Some examples of maternity wear remain and these dresses show how a woman's larger shape would be accommodated but not emphasized. Bustles were still fashionable on dresses in the 1880s and the bustle was usually larger in the back of the dress than the woman's stomach protruding in the front!
|1880s Maternity Dress - Wikimedia Commons|
|Maternity Wedding Dress, circa 1880s|
Ruth Mills, Mother
Ruth Livingston Mills had 3 children; twin daughters born in June 1883 and a son born in August 1884, just 14 months later! I looked for traces of her social activities during the time when she was pregnant and found relatively little. In April 1884, the New York Times lists her attendance at the Bachelor's Ball in New York City with Ogden, but that was the last trace of her name in the newspaper until her son's christening.
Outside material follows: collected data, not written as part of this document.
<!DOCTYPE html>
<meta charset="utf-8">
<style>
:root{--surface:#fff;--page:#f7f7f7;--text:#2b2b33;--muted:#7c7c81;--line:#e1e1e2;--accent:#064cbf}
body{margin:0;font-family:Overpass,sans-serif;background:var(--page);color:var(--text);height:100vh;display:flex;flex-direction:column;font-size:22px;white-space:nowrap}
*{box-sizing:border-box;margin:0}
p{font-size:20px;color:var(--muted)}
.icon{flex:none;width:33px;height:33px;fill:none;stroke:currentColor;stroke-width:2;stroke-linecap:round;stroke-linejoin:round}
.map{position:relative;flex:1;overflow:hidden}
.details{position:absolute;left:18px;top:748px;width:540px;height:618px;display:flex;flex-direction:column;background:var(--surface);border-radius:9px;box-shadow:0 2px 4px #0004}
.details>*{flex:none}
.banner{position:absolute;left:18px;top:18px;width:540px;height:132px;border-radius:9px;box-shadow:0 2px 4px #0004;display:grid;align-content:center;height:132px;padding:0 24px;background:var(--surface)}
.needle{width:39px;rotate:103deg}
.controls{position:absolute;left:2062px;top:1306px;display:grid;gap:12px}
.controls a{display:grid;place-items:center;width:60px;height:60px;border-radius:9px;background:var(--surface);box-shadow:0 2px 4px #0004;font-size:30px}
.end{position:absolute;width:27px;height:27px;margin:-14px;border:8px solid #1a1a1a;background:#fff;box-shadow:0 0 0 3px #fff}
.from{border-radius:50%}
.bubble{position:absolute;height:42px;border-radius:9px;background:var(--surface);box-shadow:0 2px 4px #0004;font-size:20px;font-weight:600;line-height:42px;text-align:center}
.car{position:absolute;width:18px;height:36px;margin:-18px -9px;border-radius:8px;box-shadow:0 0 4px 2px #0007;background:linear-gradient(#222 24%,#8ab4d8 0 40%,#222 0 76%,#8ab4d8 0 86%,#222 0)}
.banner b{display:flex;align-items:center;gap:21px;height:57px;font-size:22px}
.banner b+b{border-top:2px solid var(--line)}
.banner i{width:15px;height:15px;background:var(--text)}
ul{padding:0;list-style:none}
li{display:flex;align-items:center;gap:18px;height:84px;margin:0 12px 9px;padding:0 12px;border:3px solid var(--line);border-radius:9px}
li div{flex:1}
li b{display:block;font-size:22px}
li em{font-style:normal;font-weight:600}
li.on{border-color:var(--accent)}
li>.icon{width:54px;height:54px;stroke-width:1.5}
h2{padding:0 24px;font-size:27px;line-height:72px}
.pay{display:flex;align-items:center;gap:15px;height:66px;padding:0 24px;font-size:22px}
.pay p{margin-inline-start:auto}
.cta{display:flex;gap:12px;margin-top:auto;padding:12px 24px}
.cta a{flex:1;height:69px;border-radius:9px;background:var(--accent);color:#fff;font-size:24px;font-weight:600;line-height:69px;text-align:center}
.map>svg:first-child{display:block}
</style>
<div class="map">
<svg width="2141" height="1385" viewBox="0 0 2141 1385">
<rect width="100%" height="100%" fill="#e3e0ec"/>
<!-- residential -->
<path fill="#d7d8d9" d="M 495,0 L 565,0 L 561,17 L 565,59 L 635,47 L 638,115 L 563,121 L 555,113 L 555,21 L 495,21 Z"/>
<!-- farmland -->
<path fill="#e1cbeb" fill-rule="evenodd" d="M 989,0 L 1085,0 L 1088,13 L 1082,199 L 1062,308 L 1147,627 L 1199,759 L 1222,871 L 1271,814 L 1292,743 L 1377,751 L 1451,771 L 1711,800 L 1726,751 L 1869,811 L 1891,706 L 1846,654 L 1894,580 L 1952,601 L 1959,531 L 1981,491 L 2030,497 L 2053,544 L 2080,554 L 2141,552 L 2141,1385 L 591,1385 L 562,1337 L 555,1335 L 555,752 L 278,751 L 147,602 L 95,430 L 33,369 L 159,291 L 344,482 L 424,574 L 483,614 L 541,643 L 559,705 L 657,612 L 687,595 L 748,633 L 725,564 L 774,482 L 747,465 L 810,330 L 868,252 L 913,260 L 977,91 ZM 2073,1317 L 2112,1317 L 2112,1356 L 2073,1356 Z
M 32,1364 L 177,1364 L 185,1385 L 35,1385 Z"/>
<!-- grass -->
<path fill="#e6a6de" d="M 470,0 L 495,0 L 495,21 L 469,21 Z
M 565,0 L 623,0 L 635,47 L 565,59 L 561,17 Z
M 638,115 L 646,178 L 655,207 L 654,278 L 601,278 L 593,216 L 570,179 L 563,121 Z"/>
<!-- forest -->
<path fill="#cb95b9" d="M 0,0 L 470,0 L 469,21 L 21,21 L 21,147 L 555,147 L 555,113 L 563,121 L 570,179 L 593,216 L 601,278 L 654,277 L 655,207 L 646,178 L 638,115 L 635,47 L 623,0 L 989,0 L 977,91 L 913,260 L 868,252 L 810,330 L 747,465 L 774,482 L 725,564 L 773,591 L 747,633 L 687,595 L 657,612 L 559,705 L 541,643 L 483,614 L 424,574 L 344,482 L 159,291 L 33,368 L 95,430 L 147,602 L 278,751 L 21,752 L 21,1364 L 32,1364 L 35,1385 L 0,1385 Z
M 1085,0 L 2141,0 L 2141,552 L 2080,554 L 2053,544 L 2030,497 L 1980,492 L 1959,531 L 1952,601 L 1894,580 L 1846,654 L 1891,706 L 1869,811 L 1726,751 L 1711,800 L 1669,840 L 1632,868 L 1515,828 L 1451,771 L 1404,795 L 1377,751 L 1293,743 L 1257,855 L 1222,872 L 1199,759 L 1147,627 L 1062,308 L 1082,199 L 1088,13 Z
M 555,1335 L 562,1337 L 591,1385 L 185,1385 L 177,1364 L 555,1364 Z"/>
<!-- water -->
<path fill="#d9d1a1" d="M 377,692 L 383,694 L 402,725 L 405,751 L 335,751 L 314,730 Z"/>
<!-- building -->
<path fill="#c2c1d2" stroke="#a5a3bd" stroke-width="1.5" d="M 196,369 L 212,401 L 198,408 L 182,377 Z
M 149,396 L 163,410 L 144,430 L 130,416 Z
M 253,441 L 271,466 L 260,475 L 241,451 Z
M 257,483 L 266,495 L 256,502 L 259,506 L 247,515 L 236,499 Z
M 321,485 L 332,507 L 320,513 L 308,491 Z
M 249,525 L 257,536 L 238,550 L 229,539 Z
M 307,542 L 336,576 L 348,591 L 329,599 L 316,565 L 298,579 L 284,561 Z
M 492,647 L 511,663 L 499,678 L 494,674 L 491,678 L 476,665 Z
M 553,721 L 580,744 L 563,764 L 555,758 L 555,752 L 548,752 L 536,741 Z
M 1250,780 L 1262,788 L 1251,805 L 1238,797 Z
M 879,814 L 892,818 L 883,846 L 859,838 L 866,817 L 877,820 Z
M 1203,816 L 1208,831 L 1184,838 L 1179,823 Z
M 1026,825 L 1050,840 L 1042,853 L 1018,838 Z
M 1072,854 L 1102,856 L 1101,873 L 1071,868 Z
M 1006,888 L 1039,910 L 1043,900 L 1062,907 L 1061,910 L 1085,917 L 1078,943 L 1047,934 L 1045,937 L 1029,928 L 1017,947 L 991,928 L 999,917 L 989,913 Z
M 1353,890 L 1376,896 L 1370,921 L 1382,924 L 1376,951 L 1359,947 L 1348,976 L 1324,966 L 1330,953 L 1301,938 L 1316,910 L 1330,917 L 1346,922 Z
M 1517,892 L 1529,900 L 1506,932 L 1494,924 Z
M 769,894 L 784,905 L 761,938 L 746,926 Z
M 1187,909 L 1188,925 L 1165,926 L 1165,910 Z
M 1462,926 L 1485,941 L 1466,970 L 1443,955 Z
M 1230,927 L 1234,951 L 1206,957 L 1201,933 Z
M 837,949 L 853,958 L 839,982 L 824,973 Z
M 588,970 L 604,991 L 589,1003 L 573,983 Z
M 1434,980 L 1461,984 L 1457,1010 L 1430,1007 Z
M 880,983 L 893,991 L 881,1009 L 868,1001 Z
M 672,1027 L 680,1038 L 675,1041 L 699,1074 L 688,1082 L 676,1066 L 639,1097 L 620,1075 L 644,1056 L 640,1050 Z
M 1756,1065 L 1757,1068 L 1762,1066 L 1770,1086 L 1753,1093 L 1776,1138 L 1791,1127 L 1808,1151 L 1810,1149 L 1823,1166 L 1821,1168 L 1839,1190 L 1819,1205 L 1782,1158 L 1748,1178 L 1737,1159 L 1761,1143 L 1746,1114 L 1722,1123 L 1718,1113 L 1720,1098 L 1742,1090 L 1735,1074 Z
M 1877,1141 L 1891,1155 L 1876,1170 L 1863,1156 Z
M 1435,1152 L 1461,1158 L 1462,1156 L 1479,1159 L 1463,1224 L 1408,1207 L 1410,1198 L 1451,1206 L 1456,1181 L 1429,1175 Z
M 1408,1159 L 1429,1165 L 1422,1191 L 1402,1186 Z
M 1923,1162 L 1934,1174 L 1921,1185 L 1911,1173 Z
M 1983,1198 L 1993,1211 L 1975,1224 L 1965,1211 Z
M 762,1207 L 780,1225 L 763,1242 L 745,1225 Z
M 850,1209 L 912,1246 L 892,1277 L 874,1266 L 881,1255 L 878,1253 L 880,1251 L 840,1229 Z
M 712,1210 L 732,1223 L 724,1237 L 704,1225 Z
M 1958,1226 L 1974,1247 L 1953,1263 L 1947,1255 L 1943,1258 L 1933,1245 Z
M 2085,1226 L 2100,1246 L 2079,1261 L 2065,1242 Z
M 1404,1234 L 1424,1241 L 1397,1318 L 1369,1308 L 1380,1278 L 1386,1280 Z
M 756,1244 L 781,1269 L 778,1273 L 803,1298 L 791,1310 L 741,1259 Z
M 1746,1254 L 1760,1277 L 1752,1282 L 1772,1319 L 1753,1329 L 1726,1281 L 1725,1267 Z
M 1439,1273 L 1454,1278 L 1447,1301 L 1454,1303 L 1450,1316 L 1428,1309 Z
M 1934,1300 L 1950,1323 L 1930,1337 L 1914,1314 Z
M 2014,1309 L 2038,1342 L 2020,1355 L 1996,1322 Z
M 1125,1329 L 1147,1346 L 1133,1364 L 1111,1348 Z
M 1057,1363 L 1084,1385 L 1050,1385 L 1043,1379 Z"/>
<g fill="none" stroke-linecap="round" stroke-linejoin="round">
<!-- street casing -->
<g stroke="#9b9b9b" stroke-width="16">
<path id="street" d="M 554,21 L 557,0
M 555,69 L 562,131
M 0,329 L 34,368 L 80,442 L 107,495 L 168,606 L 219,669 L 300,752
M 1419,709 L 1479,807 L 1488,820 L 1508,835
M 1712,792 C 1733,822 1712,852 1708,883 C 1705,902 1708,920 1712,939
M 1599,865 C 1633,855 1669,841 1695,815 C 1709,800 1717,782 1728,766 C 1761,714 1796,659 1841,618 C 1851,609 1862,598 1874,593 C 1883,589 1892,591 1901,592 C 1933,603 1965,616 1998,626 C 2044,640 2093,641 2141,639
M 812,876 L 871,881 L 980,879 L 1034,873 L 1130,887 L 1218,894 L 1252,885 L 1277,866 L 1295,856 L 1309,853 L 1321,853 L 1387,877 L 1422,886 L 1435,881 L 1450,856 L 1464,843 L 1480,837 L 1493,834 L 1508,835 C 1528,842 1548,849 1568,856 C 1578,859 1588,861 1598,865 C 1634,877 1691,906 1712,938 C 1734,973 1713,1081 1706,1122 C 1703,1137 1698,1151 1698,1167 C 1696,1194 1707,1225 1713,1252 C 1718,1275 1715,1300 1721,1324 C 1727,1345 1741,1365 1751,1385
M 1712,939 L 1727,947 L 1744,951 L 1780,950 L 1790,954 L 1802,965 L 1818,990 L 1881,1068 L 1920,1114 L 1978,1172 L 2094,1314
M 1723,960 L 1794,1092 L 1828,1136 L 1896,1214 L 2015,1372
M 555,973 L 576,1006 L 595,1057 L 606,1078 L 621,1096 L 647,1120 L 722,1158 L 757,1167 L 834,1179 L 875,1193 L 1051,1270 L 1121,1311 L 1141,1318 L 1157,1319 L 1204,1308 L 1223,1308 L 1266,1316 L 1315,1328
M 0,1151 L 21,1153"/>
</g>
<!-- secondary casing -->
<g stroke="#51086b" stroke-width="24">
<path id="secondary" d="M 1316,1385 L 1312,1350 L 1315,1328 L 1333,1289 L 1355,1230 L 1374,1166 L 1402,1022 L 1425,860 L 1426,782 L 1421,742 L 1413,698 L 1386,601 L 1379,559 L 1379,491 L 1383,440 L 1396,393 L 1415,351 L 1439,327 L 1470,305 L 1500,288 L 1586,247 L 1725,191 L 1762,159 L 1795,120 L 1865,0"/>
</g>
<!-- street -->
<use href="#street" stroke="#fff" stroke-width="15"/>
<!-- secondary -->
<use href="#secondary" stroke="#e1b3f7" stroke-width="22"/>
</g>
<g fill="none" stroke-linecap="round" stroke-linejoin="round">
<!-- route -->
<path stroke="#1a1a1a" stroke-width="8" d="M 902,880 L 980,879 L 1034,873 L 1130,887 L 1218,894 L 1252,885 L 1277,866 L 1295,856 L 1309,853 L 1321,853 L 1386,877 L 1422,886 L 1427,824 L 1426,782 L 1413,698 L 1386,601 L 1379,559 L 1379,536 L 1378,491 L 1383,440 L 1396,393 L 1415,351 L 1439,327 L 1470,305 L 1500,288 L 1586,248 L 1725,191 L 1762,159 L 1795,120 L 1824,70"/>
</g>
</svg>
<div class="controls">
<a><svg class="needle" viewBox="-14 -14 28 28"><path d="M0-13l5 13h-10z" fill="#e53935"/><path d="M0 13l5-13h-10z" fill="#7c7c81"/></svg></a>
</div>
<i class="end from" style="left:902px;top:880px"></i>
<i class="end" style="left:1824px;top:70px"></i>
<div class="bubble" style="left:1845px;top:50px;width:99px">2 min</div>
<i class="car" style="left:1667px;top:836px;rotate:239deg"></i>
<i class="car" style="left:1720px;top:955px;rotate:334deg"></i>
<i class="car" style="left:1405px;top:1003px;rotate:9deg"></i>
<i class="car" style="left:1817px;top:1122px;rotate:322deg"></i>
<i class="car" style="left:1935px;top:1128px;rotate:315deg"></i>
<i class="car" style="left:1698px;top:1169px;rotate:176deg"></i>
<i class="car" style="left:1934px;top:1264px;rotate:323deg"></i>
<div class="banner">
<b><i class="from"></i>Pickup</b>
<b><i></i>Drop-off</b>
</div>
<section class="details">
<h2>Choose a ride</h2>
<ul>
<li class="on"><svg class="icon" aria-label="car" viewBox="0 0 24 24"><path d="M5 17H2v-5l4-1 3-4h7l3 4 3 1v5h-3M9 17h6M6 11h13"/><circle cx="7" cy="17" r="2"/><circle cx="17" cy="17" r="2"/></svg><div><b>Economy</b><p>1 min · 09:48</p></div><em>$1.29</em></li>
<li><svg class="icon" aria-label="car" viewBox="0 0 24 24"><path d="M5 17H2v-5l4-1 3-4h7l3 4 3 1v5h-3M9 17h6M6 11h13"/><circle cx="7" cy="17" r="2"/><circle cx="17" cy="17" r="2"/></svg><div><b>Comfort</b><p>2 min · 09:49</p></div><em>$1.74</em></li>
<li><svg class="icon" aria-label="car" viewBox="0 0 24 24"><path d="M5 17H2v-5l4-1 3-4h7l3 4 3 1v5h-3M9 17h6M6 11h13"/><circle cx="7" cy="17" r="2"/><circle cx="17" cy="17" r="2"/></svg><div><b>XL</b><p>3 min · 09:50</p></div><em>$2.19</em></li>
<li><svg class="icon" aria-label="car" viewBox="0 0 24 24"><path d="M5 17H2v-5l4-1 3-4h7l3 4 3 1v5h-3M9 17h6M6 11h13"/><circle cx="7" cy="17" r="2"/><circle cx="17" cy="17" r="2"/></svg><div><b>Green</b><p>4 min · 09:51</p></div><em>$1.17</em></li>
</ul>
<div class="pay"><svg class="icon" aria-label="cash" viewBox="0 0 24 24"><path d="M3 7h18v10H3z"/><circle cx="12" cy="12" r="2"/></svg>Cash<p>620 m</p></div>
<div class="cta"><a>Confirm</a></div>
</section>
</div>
Though she may have stopped entertaining while with child, Ruth Mills was already hosting events in Newport in early August 1883, just over six weeks after the birth of her twins. She wasted little time returning to the social scene, but ceased to entertain during the later months of her pregnancies.
Most women of Ruth Mills' social status went into confinement during the later months of pregnancy. This was considered to be most beneficial to the health of the mother and the infant. Not all women were confined for the last months of their pregnancy, however, and several upper class women continued their full social schedule up until the ninth month. Consuelo Vanderbilt, the Duchess of Marlborough, remembers being laced tightly to fit into her costume for the Duchess of Devonshire's Jubilee Costume Ball in 1897. The ball was held on July 2nd and Consuelo's first son was born on September 18th of the same year. Even though she was due to give birth in two months, Consuelo was called upon to act as if nothing was different with her body and carry on her place in English society.
|The Duchess of Marlborough, dressed in the role of "the wife of the French Ambassador at the court of Catherine the Great of Russia, while seven months pregnant.|
Life as a pregnant woman was very different for working class women. Many working class women were not able to stop working while they were pregnant and some continued to work until they gave birth, which meant that they certainly needed suitable clothing to wear. Working class women also tended to have more children than wealthier women and in larger families the women needed to continue to work and find the proper maternity wear during these months. Companies such as Lane Bryant carried both high-end and low-end garments, so it was possible for the working class to afford ready-made items in addition to sewing their own. Yet women of all classes dressed to conceal their pregnancy and if possible, stayed home when it became to difficult to conceal. Certainly styles and society have changed drastically through the present day when many women are eager to wear clothing that embraces their shape and does not hide it.